Provided information Start Marker
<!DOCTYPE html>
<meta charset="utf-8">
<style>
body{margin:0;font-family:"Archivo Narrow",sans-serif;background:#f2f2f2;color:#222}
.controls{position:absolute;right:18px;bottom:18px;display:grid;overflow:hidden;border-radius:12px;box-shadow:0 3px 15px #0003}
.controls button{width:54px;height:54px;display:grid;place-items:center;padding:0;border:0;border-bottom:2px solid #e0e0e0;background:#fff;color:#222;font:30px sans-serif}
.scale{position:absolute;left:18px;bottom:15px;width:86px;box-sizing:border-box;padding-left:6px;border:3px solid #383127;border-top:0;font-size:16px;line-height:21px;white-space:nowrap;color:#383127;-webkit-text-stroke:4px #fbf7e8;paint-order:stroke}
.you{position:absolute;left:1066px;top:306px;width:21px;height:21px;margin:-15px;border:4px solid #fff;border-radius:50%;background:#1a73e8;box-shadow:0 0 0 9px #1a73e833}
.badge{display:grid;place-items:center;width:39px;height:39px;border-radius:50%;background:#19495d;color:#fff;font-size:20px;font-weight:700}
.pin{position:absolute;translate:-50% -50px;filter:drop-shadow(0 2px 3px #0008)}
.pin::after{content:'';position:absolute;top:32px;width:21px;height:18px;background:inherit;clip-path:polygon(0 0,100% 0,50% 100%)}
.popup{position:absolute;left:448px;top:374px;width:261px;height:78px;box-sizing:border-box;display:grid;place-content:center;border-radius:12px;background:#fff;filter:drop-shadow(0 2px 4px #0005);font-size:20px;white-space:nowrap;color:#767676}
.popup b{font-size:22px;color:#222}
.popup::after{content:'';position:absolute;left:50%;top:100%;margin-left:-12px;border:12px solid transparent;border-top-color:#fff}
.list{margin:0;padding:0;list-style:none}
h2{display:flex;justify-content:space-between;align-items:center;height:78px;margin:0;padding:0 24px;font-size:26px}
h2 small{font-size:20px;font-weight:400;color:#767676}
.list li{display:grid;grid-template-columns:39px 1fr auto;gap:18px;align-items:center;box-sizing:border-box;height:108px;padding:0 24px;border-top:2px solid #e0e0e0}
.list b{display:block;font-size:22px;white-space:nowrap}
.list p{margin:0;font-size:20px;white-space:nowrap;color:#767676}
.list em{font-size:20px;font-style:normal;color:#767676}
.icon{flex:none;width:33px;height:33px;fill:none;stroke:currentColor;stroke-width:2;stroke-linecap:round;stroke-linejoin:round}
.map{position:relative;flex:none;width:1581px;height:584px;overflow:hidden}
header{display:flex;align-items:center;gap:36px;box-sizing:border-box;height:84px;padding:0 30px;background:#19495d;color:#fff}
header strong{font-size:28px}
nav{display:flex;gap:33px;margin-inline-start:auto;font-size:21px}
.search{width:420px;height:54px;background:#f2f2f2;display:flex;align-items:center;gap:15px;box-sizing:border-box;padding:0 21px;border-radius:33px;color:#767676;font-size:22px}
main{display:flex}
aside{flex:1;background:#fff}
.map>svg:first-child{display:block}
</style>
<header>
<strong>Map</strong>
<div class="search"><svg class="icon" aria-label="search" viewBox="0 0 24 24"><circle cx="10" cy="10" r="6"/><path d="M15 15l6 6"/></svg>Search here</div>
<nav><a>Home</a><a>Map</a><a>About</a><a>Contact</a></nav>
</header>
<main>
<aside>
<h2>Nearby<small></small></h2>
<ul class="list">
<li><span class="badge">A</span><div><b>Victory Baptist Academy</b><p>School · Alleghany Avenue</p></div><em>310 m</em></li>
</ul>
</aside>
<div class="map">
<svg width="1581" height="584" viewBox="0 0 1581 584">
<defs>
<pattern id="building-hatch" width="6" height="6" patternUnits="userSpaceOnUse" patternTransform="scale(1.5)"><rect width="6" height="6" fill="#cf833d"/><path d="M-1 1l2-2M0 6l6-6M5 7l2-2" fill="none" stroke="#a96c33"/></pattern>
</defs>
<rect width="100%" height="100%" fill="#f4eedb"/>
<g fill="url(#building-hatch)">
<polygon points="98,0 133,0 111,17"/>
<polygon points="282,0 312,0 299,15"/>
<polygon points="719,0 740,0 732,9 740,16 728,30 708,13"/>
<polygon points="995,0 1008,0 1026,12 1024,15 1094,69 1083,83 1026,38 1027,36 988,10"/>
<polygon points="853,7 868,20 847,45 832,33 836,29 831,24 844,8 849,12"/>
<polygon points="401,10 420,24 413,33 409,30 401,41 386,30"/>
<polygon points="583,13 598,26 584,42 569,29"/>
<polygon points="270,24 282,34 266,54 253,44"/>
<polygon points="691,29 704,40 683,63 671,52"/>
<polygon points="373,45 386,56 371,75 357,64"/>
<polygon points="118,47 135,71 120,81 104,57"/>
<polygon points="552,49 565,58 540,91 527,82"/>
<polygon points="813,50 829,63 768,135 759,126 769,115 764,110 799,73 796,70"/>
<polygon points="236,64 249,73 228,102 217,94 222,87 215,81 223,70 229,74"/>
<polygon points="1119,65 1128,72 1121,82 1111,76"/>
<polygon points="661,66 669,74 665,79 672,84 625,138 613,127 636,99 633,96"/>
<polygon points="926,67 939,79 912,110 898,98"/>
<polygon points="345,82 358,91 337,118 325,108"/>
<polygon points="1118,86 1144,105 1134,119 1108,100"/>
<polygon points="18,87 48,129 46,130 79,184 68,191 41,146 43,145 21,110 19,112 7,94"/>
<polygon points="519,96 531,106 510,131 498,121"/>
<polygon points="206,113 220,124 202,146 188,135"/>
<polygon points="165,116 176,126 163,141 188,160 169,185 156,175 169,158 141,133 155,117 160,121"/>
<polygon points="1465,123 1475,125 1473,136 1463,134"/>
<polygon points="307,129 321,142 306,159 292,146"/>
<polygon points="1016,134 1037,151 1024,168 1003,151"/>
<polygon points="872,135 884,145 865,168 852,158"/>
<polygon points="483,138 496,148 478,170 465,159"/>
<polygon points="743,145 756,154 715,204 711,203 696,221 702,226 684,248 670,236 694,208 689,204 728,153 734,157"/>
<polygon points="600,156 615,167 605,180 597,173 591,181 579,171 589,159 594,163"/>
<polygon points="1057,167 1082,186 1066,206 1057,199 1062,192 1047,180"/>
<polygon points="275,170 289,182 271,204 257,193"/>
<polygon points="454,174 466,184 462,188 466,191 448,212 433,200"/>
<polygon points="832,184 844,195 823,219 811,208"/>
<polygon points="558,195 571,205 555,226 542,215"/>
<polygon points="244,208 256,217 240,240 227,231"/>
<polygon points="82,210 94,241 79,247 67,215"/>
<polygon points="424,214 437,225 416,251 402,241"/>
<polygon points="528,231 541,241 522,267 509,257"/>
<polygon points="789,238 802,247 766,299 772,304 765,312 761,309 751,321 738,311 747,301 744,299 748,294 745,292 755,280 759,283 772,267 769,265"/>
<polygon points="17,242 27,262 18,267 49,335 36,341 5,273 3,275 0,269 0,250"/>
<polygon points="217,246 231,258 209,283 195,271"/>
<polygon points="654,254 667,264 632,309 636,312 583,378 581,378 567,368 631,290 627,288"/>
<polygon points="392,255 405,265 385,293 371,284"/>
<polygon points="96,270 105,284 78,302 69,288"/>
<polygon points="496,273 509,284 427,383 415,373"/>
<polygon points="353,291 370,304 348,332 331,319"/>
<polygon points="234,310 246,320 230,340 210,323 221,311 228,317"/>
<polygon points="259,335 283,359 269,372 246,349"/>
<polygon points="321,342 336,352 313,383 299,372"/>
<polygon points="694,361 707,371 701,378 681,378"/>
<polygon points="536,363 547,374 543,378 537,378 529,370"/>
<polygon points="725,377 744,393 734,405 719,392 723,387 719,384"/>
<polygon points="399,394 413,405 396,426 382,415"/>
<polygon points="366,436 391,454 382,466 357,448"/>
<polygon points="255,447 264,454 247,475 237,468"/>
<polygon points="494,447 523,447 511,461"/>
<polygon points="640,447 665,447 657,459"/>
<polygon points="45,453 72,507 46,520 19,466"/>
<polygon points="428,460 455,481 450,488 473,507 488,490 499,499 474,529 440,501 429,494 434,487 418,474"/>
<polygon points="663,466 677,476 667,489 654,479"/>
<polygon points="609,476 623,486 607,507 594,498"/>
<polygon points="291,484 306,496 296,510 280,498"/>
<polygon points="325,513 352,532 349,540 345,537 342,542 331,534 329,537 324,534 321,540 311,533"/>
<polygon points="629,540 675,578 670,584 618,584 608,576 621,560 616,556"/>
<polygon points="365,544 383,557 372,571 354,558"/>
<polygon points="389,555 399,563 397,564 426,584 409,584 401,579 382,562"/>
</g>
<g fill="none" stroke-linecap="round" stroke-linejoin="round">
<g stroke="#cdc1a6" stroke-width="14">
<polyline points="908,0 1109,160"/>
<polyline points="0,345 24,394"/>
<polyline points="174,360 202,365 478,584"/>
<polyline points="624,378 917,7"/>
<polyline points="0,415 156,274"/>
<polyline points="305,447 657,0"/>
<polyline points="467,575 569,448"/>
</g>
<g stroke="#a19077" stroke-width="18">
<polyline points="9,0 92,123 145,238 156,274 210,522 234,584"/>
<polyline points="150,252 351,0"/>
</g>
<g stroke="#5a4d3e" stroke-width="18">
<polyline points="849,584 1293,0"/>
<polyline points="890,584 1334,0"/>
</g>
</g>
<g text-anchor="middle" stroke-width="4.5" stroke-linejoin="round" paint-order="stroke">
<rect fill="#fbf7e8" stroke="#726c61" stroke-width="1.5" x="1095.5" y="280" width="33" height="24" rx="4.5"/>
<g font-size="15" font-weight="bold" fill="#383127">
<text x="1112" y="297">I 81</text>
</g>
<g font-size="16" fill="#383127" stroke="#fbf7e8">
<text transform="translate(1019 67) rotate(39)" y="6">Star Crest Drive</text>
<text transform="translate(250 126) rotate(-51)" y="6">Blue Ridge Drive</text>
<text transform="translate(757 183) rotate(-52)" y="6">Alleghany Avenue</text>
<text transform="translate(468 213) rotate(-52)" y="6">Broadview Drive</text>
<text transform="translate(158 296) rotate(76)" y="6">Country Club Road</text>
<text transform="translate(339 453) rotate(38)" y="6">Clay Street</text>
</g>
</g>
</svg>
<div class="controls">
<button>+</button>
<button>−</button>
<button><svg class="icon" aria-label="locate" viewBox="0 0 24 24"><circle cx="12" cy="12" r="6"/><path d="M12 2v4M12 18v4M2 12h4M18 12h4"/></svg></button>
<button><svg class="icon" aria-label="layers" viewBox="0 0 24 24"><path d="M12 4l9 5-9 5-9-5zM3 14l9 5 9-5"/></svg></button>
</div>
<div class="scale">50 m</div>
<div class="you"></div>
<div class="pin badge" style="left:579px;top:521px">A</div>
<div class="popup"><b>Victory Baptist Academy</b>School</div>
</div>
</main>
Provided information End Marker
Exercise goal
In the records, which lines use the word "list"? Report them.

Result of this task
.list{margin:0;padding:0;list-style:none}
.list li{display:grid;grid-template-columns:39px 1fr auto;gap:18px;align-items:center;box-sizing:border-box;height:108px;padding:0 24px;border-top:2px solid #e0e0e0}
.list b{display:block;font-size:22px;white-space:nowrap}
.list p{margin:0;font-size:20px;white-space:nowrap;color:#767676}
.list em{font-size:20px;font-style:normal;color:#767676}
<ul class="list">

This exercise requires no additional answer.